Filter this data down to the lines that hold "turn", and copy them.
__________
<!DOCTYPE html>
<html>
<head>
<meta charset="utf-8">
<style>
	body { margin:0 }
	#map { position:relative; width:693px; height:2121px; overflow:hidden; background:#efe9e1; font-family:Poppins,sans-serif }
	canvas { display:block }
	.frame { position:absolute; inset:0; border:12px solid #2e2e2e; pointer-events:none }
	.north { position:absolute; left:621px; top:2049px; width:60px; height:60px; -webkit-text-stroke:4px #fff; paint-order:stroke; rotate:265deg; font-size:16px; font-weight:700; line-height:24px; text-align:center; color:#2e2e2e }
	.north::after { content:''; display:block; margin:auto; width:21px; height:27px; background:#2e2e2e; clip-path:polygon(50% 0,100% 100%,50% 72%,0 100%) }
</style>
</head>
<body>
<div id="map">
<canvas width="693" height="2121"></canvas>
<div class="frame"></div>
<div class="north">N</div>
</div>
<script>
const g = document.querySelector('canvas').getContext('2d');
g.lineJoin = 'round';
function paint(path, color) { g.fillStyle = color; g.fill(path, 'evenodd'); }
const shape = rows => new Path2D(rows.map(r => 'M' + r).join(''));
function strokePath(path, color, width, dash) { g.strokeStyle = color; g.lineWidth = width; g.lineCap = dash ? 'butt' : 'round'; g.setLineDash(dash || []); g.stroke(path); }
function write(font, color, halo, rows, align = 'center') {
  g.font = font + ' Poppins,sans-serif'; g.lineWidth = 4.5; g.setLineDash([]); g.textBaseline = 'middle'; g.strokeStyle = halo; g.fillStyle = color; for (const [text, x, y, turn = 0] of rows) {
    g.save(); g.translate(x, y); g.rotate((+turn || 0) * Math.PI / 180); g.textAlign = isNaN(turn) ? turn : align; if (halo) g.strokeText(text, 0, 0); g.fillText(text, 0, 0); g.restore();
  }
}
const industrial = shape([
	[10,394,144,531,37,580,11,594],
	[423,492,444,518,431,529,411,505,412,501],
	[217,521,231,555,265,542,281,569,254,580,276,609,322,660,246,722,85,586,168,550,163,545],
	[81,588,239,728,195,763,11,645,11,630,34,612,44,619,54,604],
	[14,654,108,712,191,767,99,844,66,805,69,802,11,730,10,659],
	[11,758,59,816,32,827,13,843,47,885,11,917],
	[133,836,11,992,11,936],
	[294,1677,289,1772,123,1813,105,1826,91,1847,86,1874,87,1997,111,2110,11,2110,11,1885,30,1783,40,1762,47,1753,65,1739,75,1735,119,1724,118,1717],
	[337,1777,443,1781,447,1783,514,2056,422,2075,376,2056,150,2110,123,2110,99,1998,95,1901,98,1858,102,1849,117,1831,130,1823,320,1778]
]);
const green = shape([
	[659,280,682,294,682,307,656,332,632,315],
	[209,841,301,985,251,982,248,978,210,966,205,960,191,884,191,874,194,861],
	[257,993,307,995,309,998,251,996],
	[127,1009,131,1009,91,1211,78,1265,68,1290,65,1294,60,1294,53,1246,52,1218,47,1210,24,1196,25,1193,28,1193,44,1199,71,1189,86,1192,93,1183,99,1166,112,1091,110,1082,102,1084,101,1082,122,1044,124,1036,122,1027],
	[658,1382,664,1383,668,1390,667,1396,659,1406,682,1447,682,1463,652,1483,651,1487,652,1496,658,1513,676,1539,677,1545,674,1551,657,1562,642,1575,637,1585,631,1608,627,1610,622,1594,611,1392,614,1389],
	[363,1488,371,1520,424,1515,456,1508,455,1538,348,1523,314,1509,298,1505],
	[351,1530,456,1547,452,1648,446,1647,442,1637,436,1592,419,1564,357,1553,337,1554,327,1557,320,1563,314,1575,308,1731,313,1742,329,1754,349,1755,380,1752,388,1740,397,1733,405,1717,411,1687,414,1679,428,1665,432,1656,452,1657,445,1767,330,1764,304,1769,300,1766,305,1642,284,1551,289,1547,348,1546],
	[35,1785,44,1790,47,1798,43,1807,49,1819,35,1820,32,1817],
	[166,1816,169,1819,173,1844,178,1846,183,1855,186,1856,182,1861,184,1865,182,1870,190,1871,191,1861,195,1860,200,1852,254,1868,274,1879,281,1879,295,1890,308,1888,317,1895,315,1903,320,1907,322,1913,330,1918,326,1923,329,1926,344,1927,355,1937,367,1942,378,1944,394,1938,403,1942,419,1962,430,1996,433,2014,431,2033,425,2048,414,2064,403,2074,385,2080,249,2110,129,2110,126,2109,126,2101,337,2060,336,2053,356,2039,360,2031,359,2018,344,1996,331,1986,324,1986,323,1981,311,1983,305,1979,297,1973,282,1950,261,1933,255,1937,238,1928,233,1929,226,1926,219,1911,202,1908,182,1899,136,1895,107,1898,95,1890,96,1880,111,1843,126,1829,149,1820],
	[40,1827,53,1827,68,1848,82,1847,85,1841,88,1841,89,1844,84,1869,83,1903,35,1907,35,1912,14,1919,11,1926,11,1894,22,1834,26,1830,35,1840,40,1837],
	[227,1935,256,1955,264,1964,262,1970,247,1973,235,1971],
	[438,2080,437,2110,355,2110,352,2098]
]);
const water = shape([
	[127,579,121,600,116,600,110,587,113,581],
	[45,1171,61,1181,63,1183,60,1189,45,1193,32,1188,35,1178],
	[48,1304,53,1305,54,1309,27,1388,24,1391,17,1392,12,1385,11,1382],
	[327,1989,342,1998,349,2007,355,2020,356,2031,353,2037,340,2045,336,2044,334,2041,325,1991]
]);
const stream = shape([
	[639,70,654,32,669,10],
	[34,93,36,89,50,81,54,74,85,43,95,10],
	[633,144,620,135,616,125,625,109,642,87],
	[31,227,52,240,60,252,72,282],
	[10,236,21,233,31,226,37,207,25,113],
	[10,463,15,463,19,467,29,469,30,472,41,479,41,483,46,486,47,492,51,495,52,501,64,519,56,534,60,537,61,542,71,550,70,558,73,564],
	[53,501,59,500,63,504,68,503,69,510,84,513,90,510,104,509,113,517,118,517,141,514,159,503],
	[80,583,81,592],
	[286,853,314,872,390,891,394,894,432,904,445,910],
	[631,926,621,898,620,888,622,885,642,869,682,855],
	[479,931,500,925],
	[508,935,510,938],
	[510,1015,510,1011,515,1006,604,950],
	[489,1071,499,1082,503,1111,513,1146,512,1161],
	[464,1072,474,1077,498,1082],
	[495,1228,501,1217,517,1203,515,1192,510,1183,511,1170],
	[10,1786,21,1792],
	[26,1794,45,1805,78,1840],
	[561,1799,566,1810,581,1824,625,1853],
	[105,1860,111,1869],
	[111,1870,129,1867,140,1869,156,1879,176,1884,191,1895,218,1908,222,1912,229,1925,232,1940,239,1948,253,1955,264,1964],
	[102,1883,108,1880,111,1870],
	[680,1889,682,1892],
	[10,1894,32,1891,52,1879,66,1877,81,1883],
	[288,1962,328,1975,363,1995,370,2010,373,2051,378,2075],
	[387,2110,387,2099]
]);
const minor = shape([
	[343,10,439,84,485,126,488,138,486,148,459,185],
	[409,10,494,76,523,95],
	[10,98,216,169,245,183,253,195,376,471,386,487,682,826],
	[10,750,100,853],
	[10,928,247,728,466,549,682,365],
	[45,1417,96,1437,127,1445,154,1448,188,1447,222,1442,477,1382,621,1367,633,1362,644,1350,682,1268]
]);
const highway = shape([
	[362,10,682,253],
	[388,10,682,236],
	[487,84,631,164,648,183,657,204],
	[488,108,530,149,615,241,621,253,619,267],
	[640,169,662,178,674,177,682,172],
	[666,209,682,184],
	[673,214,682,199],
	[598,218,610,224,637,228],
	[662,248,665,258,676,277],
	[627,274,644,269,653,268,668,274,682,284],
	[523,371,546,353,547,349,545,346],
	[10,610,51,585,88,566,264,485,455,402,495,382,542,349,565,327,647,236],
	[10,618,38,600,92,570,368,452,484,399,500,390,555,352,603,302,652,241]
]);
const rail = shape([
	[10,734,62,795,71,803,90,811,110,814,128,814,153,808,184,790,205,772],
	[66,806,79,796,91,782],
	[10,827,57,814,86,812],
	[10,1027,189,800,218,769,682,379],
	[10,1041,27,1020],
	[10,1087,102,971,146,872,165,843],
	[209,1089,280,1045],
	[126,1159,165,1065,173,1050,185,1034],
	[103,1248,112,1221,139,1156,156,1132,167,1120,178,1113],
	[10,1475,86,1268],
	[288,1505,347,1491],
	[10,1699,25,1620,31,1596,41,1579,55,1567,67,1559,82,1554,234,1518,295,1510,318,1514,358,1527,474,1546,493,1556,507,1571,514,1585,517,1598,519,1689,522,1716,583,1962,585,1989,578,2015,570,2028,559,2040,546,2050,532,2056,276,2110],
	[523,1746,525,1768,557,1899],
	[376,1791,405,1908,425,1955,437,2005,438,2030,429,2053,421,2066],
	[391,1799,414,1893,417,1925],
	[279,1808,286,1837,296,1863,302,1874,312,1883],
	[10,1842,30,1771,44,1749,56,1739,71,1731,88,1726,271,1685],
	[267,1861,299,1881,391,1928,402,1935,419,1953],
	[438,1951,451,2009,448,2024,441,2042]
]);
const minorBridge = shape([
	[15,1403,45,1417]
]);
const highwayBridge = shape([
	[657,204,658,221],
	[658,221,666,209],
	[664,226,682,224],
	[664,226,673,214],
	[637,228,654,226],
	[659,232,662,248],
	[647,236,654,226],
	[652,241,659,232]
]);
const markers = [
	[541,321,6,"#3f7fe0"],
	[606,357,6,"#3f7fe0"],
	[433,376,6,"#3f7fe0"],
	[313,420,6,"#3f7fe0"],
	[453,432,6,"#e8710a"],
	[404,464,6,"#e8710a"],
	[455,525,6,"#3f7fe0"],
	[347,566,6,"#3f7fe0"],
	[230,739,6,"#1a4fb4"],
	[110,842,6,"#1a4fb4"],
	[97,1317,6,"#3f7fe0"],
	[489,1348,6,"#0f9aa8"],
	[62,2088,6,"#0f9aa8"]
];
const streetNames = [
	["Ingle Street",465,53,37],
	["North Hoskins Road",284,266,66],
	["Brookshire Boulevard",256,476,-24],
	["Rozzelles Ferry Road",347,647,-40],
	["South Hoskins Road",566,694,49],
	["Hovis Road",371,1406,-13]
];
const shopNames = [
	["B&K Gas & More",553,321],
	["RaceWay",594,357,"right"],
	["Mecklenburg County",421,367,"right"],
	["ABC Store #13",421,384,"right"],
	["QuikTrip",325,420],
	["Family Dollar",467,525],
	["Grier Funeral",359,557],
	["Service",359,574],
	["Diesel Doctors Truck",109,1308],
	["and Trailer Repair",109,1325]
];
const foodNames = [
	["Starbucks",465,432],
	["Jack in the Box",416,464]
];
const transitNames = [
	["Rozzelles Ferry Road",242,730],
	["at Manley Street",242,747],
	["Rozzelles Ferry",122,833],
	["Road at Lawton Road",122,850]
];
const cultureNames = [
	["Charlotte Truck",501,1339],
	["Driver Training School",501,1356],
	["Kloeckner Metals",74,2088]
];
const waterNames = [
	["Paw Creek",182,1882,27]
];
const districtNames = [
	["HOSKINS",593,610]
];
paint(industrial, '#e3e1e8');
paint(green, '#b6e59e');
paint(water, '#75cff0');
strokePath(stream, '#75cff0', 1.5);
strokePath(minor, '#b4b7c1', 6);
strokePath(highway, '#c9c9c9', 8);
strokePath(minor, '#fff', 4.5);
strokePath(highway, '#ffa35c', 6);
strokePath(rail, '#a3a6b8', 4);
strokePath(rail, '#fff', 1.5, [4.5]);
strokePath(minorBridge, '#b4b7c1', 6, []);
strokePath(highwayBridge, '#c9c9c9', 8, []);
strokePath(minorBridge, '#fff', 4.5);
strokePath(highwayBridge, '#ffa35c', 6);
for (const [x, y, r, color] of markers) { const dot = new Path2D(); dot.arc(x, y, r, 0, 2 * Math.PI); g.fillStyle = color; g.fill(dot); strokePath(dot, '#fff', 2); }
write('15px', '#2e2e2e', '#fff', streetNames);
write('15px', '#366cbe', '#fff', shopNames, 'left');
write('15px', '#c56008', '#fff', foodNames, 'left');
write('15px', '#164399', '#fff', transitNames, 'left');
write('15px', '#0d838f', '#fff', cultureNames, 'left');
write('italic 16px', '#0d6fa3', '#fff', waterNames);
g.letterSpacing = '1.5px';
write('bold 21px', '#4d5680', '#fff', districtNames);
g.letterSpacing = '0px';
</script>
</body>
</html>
__________
SOLUTION.
  g.font = font + ' Poppins,sans-serif'; g.lineWidth = 4.5; g.setLineDash([]); g.textBaseline = 'middle'; g.strokeStyle = halo; g.fillStyle = color; for (const [text, x, y, turn = 0] of rows) {
    g.save(); g.translate(x, y); g.rotate((+turn || 0) * Math.PI / 180); g.textAlign = isNaN(turn) ? turn : align; if (halo) g.strokeText(text, 0, 0); g.fillText(text, 0, 0); g.restore();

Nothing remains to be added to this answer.